DIRECTIONS FOR THIS TASK: Your reply must contain the full listing below, reproduced exactly, but no pictures.

---+---

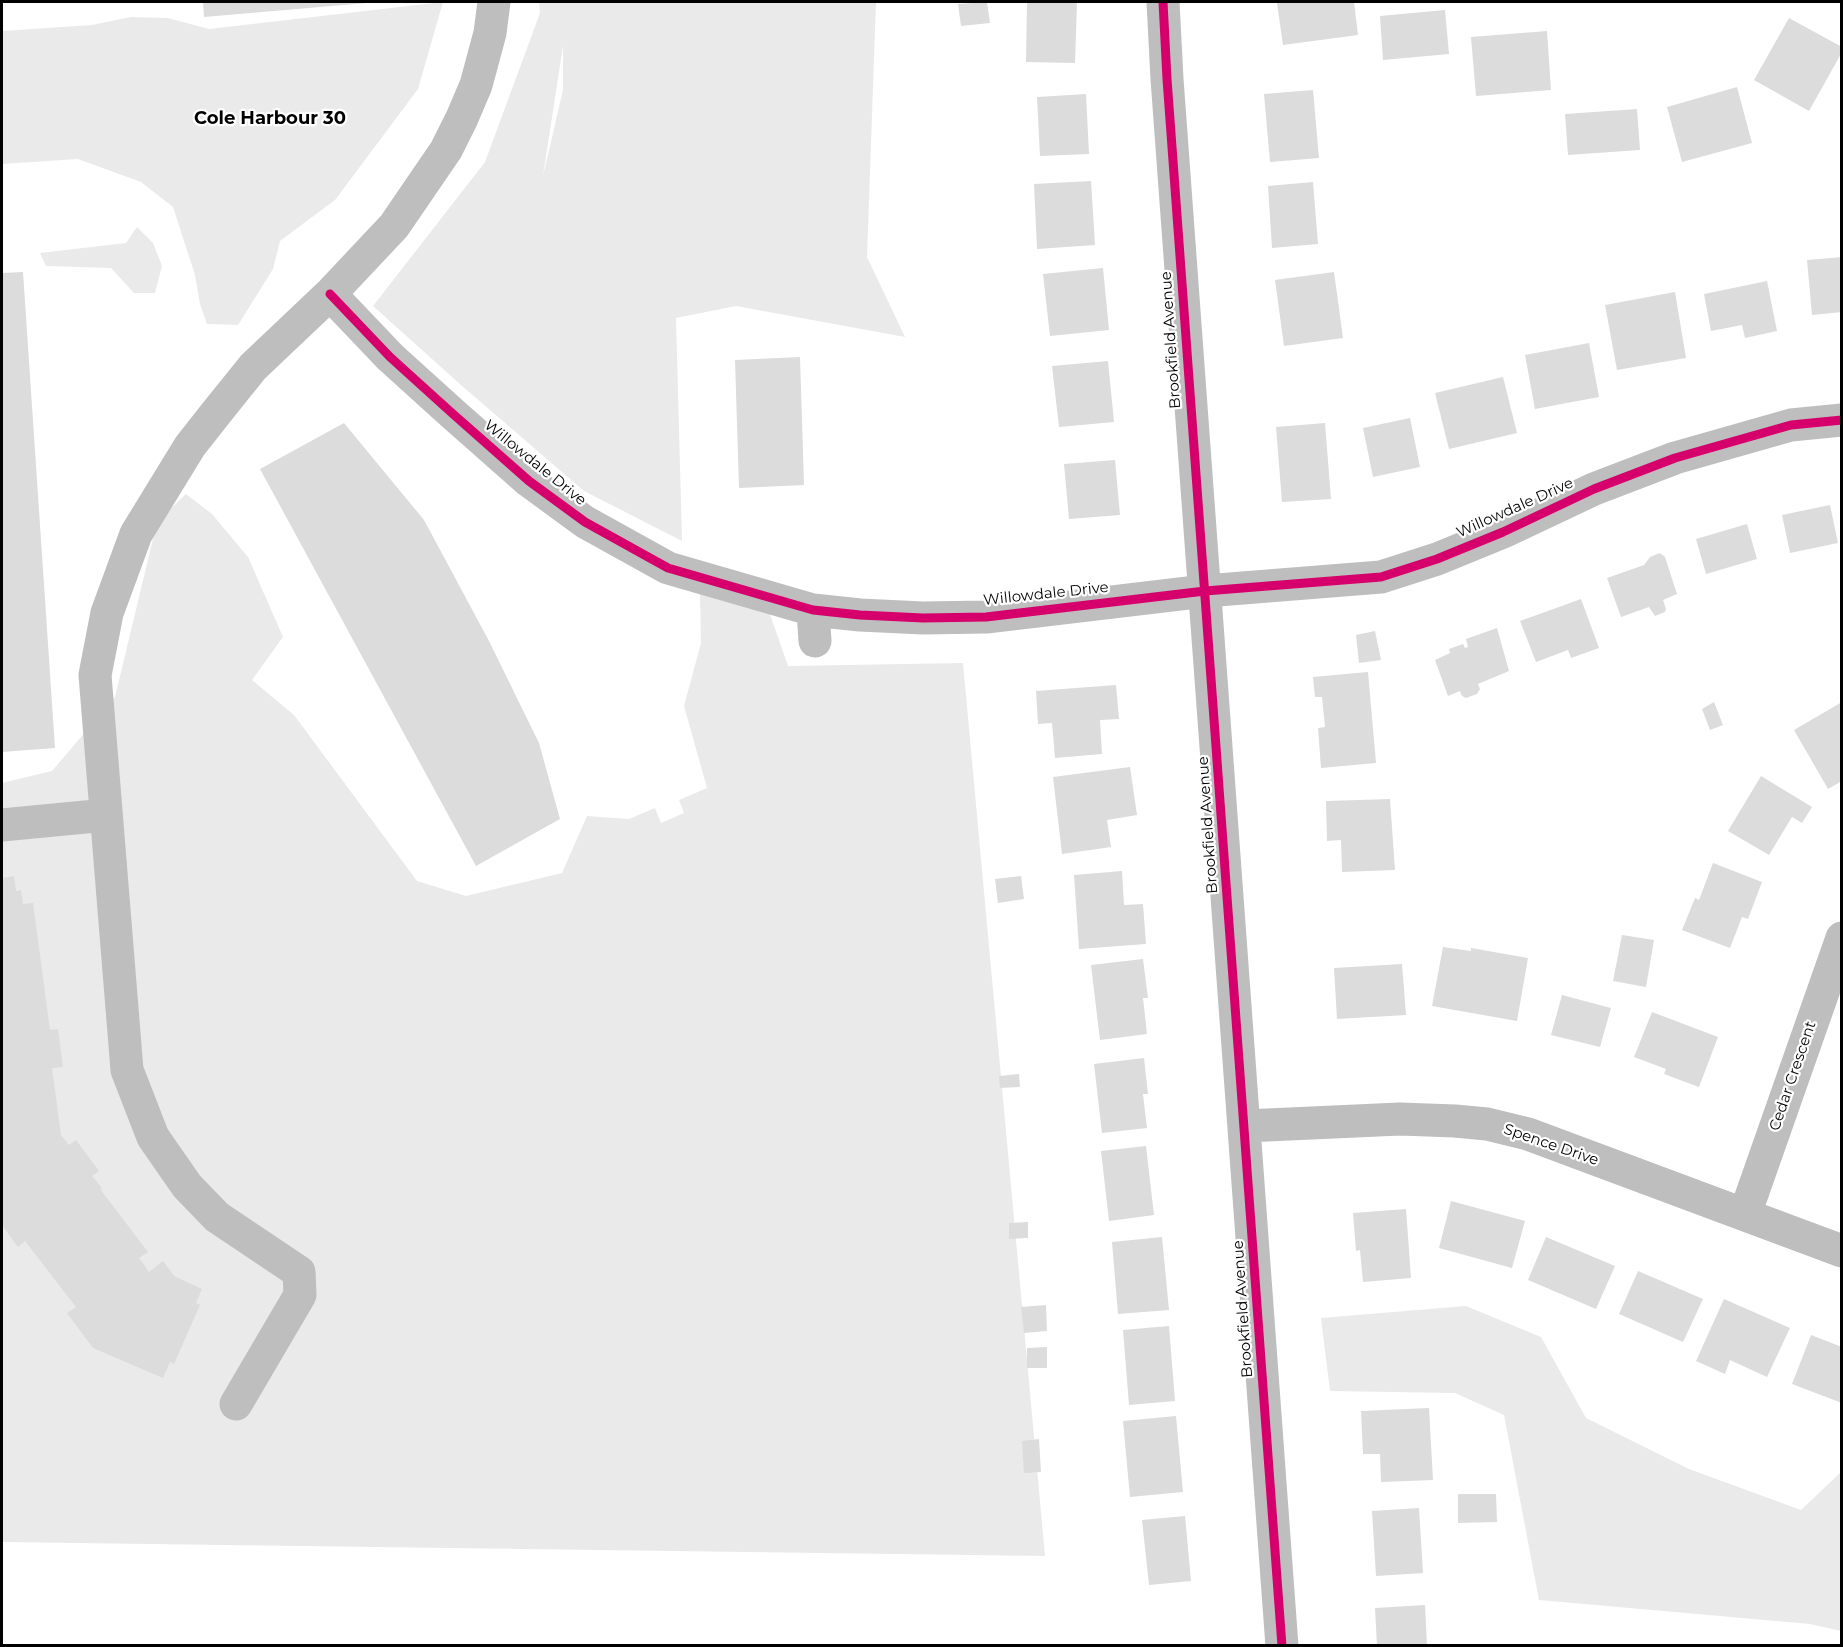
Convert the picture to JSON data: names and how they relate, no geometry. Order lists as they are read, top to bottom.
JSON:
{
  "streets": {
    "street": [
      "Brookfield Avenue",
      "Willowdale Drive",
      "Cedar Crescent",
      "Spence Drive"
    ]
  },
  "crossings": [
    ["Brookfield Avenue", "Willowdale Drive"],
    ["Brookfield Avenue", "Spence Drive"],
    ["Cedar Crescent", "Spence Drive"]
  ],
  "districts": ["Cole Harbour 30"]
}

---+---

WORKED SOLUTION:
Convert the picture to JSON data: names and how they relate, no geometry. Order lists as they are read, top to bottom.
JSON:
{
  "streets": {
    "street": [
      "Brookfield Avenue",
      "Willowdale Drive",
      "Cedar Crescent",
      "Spence Drive"
    ]
  },
  "crossings": [
    ["Brookfield Avenue", "Willowdale Drive"],
    ["Brookfield Avenue", "Spence Drive"],
    ["Cedar Crescent", "Spence Drive"]
  ],
  "districts": ["Cole Harbour 30"]
}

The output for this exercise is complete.